Na recepção é feita uma triagem para se certificar de que a reclamação configura uma relação de consumo, sendo positivo, o próximo passo é receber uma senha e aguardar atendimento.

 

- ATENDIMENTO PRELIMINAR

 

No atendimento, o consumidor pode optar por receber esclarecimentos ou efetivamente abrir uma reclamação (munido com toda a documentação necessária, que varia conforme o problema). Em alguns casos específicos, o conflito pode ser resolvido com um simples telefonema. O atendente liga para o fornecedor e, se possível, é feito um acordo. Este acordo solucionado por telefone fica registrado como Atendimento Preliminar.

 

- CARTA DE INVESTIGAÇÃO PRELIMINAR (CIP)

 

Quando o caso não é resolvido pelo atendimento preliminar, o outro procedimento é abrir uma Carta de Investigação Preliminar (CIP).
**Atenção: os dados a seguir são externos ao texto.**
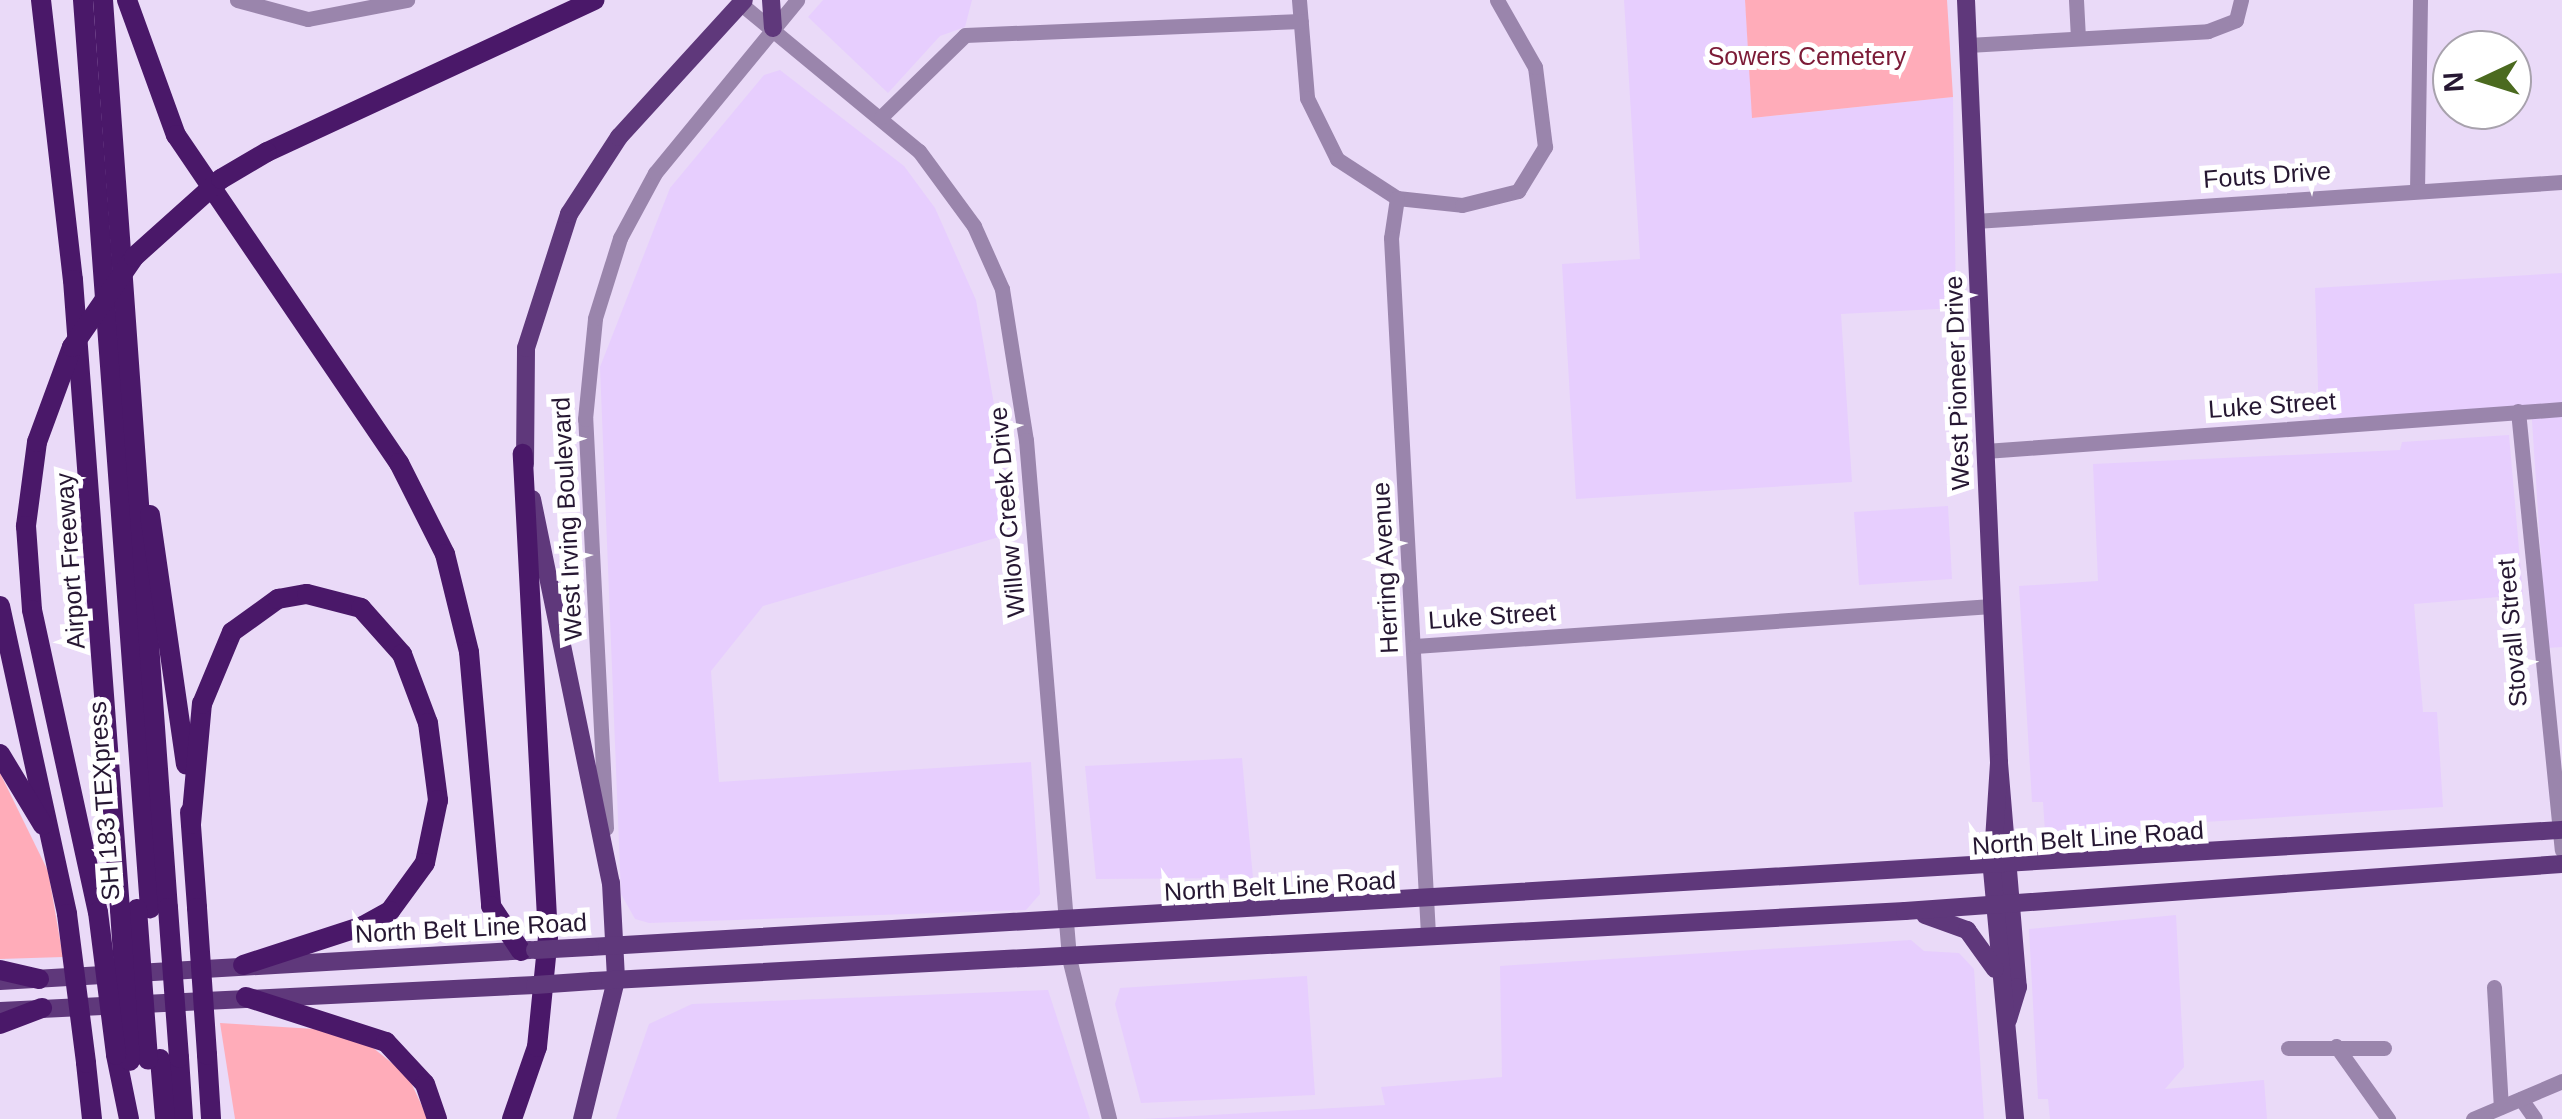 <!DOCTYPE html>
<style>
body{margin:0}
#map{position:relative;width:2562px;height:1119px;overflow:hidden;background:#eadaf8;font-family:Arial,sans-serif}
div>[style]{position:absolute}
.built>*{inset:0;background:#e7cefe}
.green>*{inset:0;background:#ffacb9}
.minor>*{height:15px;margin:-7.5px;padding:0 7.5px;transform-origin:7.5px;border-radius:7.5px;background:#9a85ac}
.major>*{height:18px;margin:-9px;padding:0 9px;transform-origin:9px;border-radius:9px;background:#5f387b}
.highway>*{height:20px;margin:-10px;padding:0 10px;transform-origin:10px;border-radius:10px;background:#4a1869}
.major-bridge>*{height:18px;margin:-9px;padding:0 9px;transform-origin:9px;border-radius:9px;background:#5f387b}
.highway-bridge>*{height:20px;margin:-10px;padding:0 10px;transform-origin:10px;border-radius:10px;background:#4a1869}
span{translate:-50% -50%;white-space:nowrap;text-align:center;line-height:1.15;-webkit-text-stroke:10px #fff;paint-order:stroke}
.park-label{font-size:25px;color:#7c1b37}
.street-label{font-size:25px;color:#261732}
.north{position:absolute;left:2432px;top:30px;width:100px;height:100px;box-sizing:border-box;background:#fff;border:2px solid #a8a2ad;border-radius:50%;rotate:266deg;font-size:28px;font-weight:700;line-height:40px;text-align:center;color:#261732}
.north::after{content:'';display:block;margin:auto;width:35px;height:45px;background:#4b6a1f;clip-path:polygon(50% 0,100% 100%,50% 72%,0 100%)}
</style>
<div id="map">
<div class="built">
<div style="clip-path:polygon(823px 0,972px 0,965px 27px,940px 36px,888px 93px,808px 17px)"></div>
<div style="clip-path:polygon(1624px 0,1745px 0,1753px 118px,1953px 97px,1956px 308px,1841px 314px,1852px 482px,1576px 499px,1562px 264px,1640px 259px)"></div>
<div style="clip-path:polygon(780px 70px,904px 166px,935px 208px,976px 300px,1016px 532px,763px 606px,711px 671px,719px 782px,1031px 762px,1040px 894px,1026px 910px,649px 923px,635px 919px,621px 894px,600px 367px,670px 188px,764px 75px)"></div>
<div style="clip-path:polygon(2562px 273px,2562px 647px,2547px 648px,2531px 406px,2319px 420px,2315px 288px)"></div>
<div style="clip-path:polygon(2509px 435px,2523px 595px,2414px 604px,2423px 712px,2437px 712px,2443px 807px,2045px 832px,2043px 802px,2032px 802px,2019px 586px,2098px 581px,2093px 464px,2400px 450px,2402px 442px)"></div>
<div style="clip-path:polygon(1948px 506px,1952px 579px,1859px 585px,1854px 512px)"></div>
<div style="clip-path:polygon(1242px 758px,1253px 878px,1096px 879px,1085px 766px)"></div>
<div style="clip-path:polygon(2176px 915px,2184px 1067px,2165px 1089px,2264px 1080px,2267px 1119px,2050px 1119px,2048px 1099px,2038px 1099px,2029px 929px)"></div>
<div style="clip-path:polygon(1911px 940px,1924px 951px,1959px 953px,1974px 969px,1984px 1119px,1143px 1119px,1385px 1105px,1381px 1087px,1502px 1077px,1500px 966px)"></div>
<div style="clip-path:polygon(1307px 976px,1315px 1095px,1141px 1103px,1115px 1004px,1120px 988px)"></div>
<div style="clip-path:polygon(1048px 990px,1090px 1119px,616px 1119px,649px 1024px,692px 1004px)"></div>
</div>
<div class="green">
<div style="clip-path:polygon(1745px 0,1947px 0,1953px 97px,1752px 118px)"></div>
<div style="clip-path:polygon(0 773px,48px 871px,63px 957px,0 959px)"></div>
<div style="clip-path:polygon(220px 1023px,315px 1029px,372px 1047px,408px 1076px,428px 1119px,235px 1119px)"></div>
</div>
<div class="minor">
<div style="left:237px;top:0;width:73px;rotate:15deg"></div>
<div style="left:308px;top:19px;width:101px;rotate:-10.9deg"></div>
<div style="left:1299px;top:0;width:98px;rotate:85.3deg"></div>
<div style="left:1307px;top:98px;width:68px;rotate:63.8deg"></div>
<div style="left:1337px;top:159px;width:72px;rotate:33deg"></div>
<div style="left:1397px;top:198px;width:65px;rotate:6.1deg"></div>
<div style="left:1462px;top:205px;width:58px;rotate:-14deg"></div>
<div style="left:1518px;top:191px;width:52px;rotate:-58.5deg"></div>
<div style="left:1545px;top:147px;width:81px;rotate:-97.1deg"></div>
<div style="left:1535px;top:67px;width:77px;rotate:-119.6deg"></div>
<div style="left:2076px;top:0;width:38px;rotate:87deg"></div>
<div style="left:741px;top:4px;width:231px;rotate:39.6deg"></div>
<div style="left:919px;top:151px;width:93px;rotate:53.7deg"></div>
<div style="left:974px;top:226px;width:69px;rotate:66deg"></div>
<div style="left:1002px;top:289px;width:153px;rotate:81deg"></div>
<div style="left:1026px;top:440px;width:520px;rotate:85.25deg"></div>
<div style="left:1069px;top:958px;width:166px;rotate:76deg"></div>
<div style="left:1968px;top:45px;width:240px;rotate:-3.3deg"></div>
<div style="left:2208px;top:31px;width:30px;rotate:-21deg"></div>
<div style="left:2236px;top:20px;width:21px;rotate:-76deg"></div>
<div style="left:881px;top:117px;width:117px;rotate:-44.3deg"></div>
<div style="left:965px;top:35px;width:336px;rotate:-2.4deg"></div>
<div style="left:2417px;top:191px;width:191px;rotate:-89.1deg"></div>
<div style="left:1397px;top:198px;width:40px;rotate:98.5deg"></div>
<div style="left:1391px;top:238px;width:698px;rotate:86.96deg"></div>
<div style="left:1975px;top:221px;width:588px;rotate:-3.8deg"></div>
<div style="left:2518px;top:411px;width:441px;rotate:84.3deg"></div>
<div style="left:1985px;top:451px;width:579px;rotate:-4.16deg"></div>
<div style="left:1415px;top:646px;width:578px;rotate:-3.97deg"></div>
<div style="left:606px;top:828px;width:410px;rotate:-92.9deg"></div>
<div style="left:585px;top:419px;width:101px;rotate:-84.3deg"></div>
<div style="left:595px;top:318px;width:84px;rotate:-72.6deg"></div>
<div style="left:620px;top:238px;width:74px;rotate:-61.7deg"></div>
<div style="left:655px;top:173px;width:224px;rotate:-50.6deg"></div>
<div style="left:2494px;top:987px;width:120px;rotate:86.7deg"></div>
<div style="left:2336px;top:1046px;width:90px;rotate:54.5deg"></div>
<div style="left:2288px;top:1048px;width:96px"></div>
<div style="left:2521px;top:1099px;width:24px;rotate:55deg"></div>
<div style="left:2473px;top:1119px;width:97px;rotate:-23.1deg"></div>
</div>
<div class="major">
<div style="left:771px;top:0;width:28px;rotate:86deg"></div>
<div style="left:1966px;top:0;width:764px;rotate:87.52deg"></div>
<div style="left:1999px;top:763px;width:225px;rotate:85.2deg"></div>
<div style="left:2018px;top:987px;width:34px;rotate:107deg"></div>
<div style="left:525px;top:464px;width:116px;rotate:-89.5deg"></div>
<div style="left:526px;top:348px;width:141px;rotate:-72.2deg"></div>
<div style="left:569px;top:214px;width:92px;rotate:-57deg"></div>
<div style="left:619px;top:137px;width:185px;rotate:-47.6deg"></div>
<div style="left:532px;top:499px;width:392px;rotate:78.4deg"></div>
<div style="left:611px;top:883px;width:97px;rotate:87deg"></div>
<div style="left:616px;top:980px;width:143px;rotate:103.7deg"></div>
<div style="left:1999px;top:763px;width:107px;rotate:93.7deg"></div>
<div style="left:1992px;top:870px;width:250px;rotate:84.7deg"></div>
<div style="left:1925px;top:915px;width:45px;rotate:19.7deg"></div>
<div style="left:1967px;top:930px;width:48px;rotate:54.3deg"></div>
<div style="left:590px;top:947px;width:1975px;rotate:-3.4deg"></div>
<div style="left:0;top:981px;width:531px;rotate:-3.35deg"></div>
<div style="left:593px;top:981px;width:1314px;rotate:-3.05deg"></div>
<div style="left:1905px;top:911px;width:659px;rotate:-4.09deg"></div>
<div style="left:0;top:1011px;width:536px;rotate:-2.78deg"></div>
</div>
<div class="highway">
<div style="left:41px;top:0;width:282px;rotate:83.5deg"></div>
<div style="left:73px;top:280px;width:632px;rotate:85.73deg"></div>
<div style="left:83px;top:0;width:911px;rotate:85.78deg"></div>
<div style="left:103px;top:0;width:910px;rotate:85.91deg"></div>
<div style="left:127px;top:0;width:144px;rotate:70.1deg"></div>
<div style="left:176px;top:135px;width:397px;rotate:55.8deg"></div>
<div style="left:399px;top:463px;width:102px;rotate:63.2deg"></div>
<div style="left:445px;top:554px;width:101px;rotate:76.2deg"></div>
<div style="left:469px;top:652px;width:255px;rotate:85deg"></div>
<div style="left:491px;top:906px;width:54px;rotate:56.3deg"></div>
<div style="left:267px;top:152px;width:361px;rotate:-24.9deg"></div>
<div style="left:37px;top:442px;width:85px;rotate:97.5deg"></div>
<div style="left:26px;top:526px;width:84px;rotate:85.9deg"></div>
<div style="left:32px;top:610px;width:309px;rotate:77.7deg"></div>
<div style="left:150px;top:515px;width:252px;rotate:81.8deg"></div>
<div style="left:0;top:606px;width:315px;rotate:77.7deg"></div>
<div style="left:0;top:754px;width:83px;rotate:58.8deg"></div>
<div style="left:190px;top:812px;width:96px;rotate:85.8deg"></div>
<div style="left:191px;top:824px;width:121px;rotate:-84.8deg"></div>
<div style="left:202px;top:704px;width:78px;rotate:-67.4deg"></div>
<div style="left:232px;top:632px;width:57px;rotate:-35.7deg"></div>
<div style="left:278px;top:599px;width:29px;rotate:-10deg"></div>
<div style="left:307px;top:594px;width:56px;rotate:14.5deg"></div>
<div style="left:361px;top:608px;width:62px;rotate:48.3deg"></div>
<div style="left:402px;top:654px;width:74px;rotate:69.4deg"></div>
<div style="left:428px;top:723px;width:78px;rotate:82.6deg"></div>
<div style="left:438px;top:800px;width:64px;rotate:101.7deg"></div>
<div style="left:425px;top:863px;width:59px;rotate:126.1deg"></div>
<div style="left:390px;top:911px;width:31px;rotate:151deg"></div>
<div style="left:363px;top:926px;width:126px;rotate:162deg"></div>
<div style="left:0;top:970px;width:40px;rotate:13deg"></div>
<div style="left:246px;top:997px;width:147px;rotate:17.8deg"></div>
<div style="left:386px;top:1042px;width:57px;rotate:47.1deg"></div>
<div style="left:425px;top:1084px;width:37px;rotate:71deg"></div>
<div style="left:0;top:1024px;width:45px;rotate:-20.9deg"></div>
<div style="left:116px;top:1055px;width:65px;rotate:78.5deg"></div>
<div style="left:207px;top:1055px;width:64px;rotate:86.4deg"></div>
<div style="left:179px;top:1058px;width:61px;rotate:86.2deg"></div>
<div style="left:160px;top:1059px;width:60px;rotate:85.2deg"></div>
<div style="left:86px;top:1063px;width:56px;rotate:83.9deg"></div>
<div style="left:512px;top:1119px;width:76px;rotate:-70.9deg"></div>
<div style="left:537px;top:1047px;width:111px;rotate:-84.3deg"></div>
<div style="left:548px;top:937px;width:484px;rotate:-93deg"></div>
</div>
<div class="major-bridge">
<div style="left:535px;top:950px;width:55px;rotate:-3.1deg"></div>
<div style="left:535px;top:985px;width:58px;rotate:-3.9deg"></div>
</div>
<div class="highway-bridge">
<div style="left:37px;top:442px;width:101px;rotate:-69.8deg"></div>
<div style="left:72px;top:347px;width:109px;rotate:-55.4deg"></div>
<div style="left:134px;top:257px;width:117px;rotate:-41.9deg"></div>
<div style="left:221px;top:179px;width:53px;rotate:-30.4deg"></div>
<div style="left:168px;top:908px;width:150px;rotate:85.8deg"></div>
<div style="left:197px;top:908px;width:147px;rotate:86.1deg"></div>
<div style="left:137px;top:909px;width:151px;rotate:85.8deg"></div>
<div style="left:120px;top:910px;width:151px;rotate:86.2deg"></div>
<div style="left:98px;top:912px;width:144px;rotate:82.8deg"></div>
<div style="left:67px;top:914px;width:150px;rotate:82.7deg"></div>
</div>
<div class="park-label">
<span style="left:1807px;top:56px">Sowers Cemetery</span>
</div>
<div class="street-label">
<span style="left:2267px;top:175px;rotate:-4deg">Fouts Drive</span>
<span style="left:1957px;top:383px;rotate:-92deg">West Pioneer Drive</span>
<span style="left:2272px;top:405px;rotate:-4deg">Luke Street</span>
<span style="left:1007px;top:512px;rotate:-95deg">Willow Creek Drive</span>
<span style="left:567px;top:519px;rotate:-93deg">West Irving Boulevard</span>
<span style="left:70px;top:561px;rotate:-94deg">Airport Freeway</span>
<span style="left:1385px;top:568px;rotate:-93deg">Herring Avenue</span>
<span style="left:1492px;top:616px;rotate:-4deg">Luke Street</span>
<span style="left:2512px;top:633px;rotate:-95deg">Stovall Street</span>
<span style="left:104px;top:801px;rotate:-94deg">SH 183 TEXpress</span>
<span style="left:2088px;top:838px;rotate:-4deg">North Belt Line Road</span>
<span style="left:1280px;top:886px;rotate:-3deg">North Belt Line Road</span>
<span style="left:471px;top:928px;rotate:-3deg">North Belt Line Road</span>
</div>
<div class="north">N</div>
</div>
A CIP é uma carta/ofício que é enviada diretamente para o fornecedor. Nela, constam a narrativa feita pelo consumidor sobre o problema, os documentos que comprovem o suposto dano e a norma violada.

 

- AUDIÊNCIA DE CONCILIAÇÃO

 

Com a resposta da CIP, o consumidor avalia se ela foi positiva ou negativa. Se a resposta do fornecedor atender a solicitação do consumidor o processo é arquivado. Se a resposta não atender as expectativas do consumidor, o próximo passo é o registro do Termo de Reclamação com agendamento de uma Audiência de Conciliação entre as partes, para a qual o consumidor e o fornecedor são notificados.

 

Na audiência, a conciliação é feita por um conciliador de Defesa do Consumidor. As duas partes dialogam sobre os fatos e espera-se que façam um acordo. O acordo feito é registrado em ata que será homologado junto ao Poder Judiciário.

 

Não havendo acordo, o órgão emite uma decisão administrativa, podendo o fornecedor ser penalizado com uma sanção administrativa tal como multa, suspensão de comercialização de produtos, dentre outras previstas em lei.